** EXERCISE INPUTS follows **

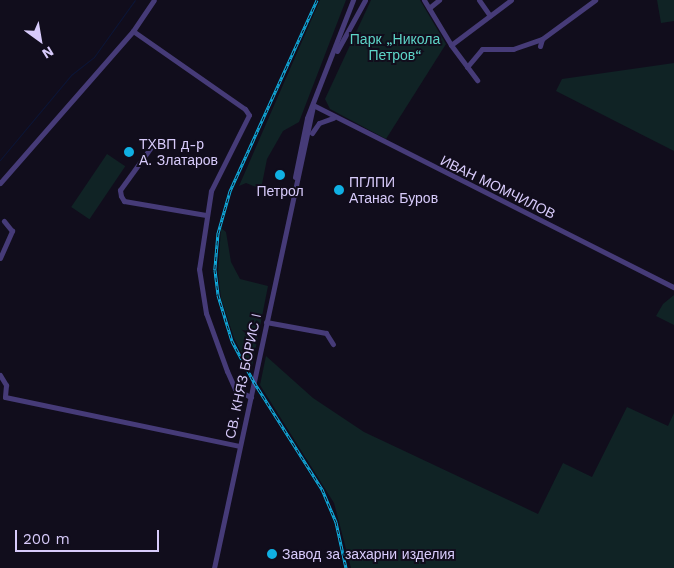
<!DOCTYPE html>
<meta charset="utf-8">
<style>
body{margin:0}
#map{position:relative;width:674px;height:568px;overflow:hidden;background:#110d1c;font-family:"Work Sans",sans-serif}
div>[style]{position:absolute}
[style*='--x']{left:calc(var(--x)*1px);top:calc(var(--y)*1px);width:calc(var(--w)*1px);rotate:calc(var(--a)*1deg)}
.green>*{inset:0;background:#102325;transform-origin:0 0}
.stream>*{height:1px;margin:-0.5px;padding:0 0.5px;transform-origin:0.5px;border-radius:0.5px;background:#0c1536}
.minor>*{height:5px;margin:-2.5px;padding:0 2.5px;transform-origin:2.5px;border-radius:2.5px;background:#463b78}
.rail>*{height:3px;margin-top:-1.5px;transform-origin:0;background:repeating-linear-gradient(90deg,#110d1c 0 4px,#10b0e3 0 8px);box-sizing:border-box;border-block:1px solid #10b0e3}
.dots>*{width:14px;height:14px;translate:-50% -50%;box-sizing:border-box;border:2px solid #110d1c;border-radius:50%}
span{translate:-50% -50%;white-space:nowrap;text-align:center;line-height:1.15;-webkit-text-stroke:4px #110d1c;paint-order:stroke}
.park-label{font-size:14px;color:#5ed5c8}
.poi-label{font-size:14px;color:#d8cbfb}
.left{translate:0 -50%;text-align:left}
.street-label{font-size:14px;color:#d8cbfb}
.north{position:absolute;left:15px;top:15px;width:50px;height:50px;-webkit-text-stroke:4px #110d1c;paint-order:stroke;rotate:148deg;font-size:14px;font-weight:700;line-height:20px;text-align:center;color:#d8cbfb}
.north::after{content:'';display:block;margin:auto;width:18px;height:22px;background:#d8cbfb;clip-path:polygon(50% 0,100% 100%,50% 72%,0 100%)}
.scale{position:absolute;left:15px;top:530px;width:144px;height:22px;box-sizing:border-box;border:2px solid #d8cbfb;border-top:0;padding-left:6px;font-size:15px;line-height:18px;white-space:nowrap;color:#d8cbfb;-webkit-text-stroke:4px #110d1c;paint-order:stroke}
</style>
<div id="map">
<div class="green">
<i style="clip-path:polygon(320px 0,346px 0,299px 122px,283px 131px,267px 159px,261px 189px,246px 183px,239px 186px)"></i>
<i style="clip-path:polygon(371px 0,420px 0,446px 44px,386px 139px,330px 109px,325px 99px)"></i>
<i style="clip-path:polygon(657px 0,674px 0,674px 21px,661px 23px)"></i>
<i style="clip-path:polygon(674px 63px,674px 151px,556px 91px,562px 79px)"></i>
<i style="left:107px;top:154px;width:22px;height:64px;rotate:34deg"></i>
<i style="clip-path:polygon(221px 228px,226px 232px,231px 262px,240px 279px,268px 286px,251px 372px,234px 338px,221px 298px,218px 272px)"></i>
<i style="clip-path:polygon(674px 295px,674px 325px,656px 316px,663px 304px)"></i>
<i style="clip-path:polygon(266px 356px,313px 398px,364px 432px,538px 514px,563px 463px,592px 477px,627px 407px,668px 426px,674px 413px,674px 568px,351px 568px,334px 503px,260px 385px)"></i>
</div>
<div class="stream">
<i style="--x:0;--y:160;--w:111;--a:-50.1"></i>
<i style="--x:71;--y:75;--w:29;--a:-38"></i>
<i style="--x:94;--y:57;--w:70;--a:-54.3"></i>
</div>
<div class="minor">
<i style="--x:424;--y:0;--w:52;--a:59"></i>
<i style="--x:451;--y:45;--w:44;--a:53.4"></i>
<i style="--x:479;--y:0;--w:19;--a:55"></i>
<i style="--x:429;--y:8;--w:13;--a:-39"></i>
<i style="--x:133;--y:31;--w:136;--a:34.9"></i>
<i style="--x:245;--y:109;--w:7;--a:56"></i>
<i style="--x:249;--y:115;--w:85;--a:116.6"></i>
<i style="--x:211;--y:191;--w:79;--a:98.7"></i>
<i style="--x:199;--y:269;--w:45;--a:81"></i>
<i style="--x:206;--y:313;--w:62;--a:70.1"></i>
<i style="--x:227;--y:371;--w:20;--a:66"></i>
<i style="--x:235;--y:389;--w:18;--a:27"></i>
<i style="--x:451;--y:45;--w:75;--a:-36.9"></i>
<i style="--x:540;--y:46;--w:7;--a:-74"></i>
<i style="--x:542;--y:39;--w:66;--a:-36.3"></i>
<i style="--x:337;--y:51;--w:58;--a:-61.2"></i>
<i style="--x:467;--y:67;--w:23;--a:-50"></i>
<i style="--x:482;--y:49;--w:31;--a:0"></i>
<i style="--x:513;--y:49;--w:31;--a:-19"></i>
<i style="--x:313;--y:105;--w:404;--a:26.8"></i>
<i style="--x:312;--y:133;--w:12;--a:-55"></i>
<i style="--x:319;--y:123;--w:15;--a:-20"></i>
<i style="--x:154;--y:143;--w:58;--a:125.9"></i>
<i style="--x:120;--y:190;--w:6;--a:81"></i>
<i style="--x:121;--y:196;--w:6;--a:59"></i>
<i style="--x:124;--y:201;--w:83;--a:9.7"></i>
<i style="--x:295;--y:177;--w:60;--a:-78.5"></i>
<i style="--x:307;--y:118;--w:127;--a:-68.7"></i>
<i style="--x:0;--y:183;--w:202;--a:-48.8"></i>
<i style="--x:133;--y:31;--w:37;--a:-56"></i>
<i style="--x:0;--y:258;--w:30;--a:-66"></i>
<i style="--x:12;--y:231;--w:13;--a:-129"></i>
<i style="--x:266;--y:322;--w:61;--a:10.4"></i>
<i style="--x:326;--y:333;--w:13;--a:58"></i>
<i style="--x:0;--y:375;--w:12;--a:59"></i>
<i style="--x:6;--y:385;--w:12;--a:95"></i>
<i style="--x:5;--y:397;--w:239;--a:11.8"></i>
<i style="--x:214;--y:568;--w:473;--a:-77.9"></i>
</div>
<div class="rail">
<i style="--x:317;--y:0;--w:210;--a:114.5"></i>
<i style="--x:230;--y:191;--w:44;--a:105.9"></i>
<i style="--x:218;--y:233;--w:37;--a:95"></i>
<i style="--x:215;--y:270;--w:25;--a:83"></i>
<i style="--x:218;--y:295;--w:48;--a:73.1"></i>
<i style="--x:232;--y:341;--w:47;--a:61.8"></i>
<i style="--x:254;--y:382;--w:127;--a:57.6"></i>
<i style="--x:322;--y:489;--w:36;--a:67"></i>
<i style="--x:336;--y:522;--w:47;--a:77.7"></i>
</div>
<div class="dots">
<i style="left:129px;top:152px;background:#10b0e3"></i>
<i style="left:280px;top:175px;background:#10b0e3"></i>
<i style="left:339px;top:190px;background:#10b0e3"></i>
<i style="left:272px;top:554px;background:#10b0e3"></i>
</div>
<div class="park-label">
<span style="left:395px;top:47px">Парк „Никола<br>Петров“</span>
</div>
<div class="poi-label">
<span class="left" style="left:139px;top:152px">ТХВП д-р<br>А. Златаров</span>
<span class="left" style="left:349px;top:190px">ПГЛПИ<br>Атанас Буров</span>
<span style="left:280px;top:191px">Петрол</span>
<span class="left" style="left:282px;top:554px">Завод за захарни изделия</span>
</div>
<div class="street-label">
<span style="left:498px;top:187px;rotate:26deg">ИВАН МОМЧИЛОВ</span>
<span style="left:243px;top:376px;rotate:-78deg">СВ. КНЯЗ БОРИС I</span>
</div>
<div class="north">N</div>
<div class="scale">200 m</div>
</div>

** End of EXERCISE INPUTS **

*WORK ITEM*:
In how many lines of the data above does the word "green" occur? Only the number is wanted.

*EXPECTED ANSWER*:
2